To report an unusual manifestation of the rare condition, idiopathic sclerosing orbital inflammation.

A 66 year old female presented with right medial canthal inflammation preceded by epiphora. Oral co-amoxiclav for presumed acute dacryocystitis was unsuccessful. Worsening symptoms plus proptosis prompted CT orbits and sinuses which demonstrated a medial anterior orbital mass extending into the nasolacrimal duct, nasal cavity and frontal, ethmoidal and sphenoid sinuses.

Anterior orbital biopsy revealed a firm white lesion over the lacrimal fossa extending superiorly and inferiorly. Histology showed fulminant sclerosing orbital inflammation. No evidence of malignancy , micro-organisms, vasculitis or IgG4 was found. Biopsies via a right endoscopic ethmoidectomy, sphenoidectomy and middle meatal antrostomy by Otorhinolaryngology confirmed the same histological diagnosis with the sphenoid site demonstrating a separate area of the same disease. A slow reducing course of daily high-dose oral prednisolone provided improvement until reduced to 20mg with resultant increasing proptosis. Cyclophosphamide infusions with steroid cover by Rheumatology gave good effect.

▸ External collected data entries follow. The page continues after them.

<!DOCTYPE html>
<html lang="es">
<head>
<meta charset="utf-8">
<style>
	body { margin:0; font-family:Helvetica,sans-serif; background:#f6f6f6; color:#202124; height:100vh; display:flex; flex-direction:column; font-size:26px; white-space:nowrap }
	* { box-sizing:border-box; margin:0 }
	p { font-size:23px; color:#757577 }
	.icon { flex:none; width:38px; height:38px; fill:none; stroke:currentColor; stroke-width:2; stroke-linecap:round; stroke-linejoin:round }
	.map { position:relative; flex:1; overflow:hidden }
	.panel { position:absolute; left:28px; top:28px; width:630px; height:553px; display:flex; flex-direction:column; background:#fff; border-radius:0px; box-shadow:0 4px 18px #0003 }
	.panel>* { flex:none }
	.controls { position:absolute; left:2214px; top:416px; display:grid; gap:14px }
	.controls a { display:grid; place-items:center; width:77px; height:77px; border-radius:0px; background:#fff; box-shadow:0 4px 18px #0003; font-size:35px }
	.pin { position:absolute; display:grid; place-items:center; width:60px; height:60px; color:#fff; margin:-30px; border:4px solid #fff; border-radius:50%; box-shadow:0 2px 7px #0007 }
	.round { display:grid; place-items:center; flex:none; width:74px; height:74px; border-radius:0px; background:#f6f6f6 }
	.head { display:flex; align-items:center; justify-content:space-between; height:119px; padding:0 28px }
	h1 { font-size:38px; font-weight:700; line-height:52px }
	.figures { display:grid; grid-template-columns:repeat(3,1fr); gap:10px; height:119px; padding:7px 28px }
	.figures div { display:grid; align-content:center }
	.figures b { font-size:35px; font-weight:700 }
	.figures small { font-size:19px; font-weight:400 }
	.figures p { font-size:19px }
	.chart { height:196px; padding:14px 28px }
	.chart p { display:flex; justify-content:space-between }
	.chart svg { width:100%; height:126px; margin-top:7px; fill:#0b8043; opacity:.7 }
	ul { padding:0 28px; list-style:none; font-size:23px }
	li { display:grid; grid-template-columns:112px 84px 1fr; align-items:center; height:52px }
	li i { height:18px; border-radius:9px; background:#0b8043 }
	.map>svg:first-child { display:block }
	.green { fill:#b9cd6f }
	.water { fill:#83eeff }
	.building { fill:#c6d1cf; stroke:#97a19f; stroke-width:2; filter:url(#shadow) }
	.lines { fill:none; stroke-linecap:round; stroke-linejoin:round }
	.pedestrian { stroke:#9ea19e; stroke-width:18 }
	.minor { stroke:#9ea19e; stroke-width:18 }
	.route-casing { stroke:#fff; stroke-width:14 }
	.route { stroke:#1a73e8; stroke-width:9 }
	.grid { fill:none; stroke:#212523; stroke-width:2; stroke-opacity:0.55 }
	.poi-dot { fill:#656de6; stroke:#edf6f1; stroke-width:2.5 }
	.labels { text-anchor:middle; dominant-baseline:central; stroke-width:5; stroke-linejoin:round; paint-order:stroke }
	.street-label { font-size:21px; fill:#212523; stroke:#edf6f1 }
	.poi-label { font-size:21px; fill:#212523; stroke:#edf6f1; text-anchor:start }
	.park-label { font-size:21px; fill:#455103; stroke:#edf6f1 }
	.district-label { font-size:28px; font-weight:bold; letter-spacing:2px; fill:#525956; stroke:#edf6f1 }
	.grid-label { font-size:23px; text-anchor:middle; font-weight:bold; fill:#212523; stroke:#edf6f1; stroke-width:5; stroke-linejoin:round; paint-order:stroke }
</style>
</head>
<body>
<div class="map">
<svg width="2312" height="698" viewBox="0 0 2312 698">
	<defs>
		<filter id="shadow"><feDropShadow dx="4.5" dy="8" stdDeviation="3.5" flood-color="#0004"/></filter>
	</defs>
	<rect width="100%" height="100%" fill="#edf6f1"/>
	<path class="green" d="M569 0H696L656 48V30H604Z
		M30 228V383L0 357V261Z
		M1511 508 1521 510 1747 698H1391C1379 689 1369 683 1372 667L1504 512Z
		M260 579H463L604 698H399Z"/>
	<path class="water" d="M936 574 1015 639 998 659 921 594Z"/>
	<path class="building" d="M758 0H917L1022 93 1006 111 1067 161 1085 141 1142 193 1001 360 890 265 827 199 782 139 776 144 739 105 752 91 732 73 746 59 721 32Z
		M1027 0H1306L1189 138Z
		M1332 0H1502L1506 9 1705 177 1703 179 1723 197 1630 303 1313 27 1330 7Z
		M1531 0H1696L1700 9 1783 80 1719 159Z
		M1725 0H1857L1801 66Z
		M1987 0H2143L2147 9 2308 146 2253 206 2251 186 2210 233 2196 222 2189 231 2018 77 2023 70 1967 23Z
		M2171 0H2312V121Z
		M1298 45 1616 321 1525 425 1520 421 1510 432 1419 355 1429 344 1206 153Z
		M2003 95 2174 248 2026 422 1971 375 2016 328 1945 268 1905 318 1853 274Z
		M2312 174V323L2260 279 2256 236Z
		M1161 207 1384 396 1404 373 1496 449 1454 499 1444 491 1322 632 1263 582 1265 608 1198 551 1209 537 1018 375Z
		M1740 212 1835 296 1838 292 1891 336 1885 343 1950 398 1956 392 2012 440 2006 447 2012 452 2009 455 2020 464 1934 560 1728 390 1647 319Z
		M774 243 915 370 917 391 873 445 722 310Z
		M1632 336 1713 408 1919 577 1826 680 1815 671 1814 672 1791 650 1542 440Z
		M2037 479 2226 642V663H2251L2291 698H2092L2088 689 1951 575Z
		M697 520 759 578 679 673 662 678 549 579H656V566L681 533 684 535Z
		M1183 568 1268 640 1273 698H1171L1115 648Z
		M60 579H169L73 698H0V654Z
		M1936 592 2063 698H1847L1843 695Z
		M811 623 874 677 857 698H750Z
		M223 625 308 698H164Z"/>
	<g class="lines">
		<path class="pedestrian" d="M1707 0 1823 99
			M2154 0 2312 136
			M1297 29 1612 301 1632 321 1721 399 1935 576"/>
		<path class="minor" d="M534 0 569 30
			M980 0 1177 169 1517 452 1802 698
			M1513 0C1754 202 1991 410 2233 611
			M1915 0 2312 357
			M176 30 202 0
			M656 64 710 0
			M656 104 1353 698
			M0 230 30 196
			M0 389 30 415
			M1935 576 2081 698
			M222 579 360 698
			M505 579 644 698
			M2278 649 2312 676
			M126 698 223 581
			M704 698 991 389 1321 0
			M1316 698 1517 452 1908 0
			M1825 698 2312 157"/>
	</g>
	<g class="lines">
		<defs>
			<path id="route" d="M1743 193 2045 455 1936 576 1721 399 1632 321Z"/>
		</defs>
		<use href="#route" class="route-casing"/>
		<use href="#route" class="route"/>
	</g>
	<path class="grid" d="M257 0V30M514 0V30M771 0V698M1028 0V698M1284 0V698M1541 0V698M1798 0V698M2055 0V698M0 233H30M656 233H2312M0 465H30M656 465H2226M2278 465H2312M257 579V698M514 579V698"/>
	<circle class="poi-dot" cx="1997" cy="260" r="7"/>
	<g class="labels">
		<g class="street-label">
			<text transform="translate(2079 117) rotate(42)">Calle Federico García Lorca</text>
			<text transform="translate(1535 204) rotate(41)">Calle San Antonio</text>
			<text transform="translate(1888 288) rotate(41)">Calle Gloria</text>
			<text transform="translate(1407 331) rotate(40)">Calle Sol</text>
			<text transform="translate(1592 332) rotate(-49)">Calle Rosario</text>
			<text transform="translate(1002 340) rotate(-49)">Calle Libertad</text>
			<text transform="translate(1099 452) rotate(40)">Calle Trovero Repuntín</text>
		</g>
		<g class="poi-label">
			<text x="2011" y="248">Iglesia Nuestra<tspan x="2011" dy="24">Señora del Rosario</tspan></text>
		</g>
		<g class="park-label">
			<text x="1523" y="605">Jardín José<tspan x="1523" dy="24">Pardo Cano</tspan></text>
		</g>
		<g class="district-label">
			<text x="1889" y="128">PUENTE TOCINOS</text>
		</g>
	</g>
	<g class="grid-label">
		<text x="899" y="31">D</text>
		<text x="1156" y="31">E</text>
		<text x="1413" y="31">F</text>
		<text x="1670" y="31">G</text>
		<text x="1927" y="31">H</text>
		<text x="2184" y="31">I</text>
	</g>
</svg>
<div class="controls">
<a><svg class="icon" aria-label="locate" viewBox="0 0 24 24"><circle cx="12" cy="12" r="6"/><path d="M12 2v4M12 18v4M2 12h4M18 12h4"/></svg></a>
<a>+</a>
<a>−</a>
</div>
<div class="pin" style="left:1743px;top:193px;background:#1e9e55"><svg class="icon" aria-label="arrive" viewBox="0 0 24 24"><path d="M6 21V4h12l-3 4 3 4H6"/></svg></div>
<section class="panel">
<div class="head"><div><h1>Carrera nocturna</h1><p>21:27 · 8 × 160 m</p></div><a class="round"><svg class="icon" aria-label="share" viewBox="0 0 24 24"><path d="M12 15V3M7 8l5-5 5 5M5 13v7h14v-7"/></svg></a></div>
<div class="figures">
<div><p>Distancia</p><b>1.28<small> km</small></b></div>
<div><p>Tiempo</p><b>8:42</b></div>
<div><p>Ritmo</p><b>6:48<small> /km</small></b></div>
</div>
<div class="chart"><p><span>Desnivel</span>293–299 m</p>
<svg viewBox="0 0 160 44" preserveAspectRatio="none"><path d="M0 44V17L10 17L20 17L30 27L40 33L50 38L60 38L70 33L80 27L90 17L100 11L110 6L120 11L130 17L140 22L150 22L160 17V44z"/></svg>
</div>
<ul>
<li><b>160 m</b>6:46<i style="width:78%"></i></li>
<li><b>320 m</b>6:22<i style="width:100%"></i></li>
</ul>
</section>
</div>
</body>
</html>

Idiopathic sclerosing orbital inflammation usually presents in the 4th decade with proptosis. The unusual anterior location with extra-orbital components in our case caused a presentation more typical of acute dacryocystitis. There is currently no formal consensus on best management for this rare condition. Multidisciplinary management to tailor investigation and treatment is therefore essential to promote patient recovery.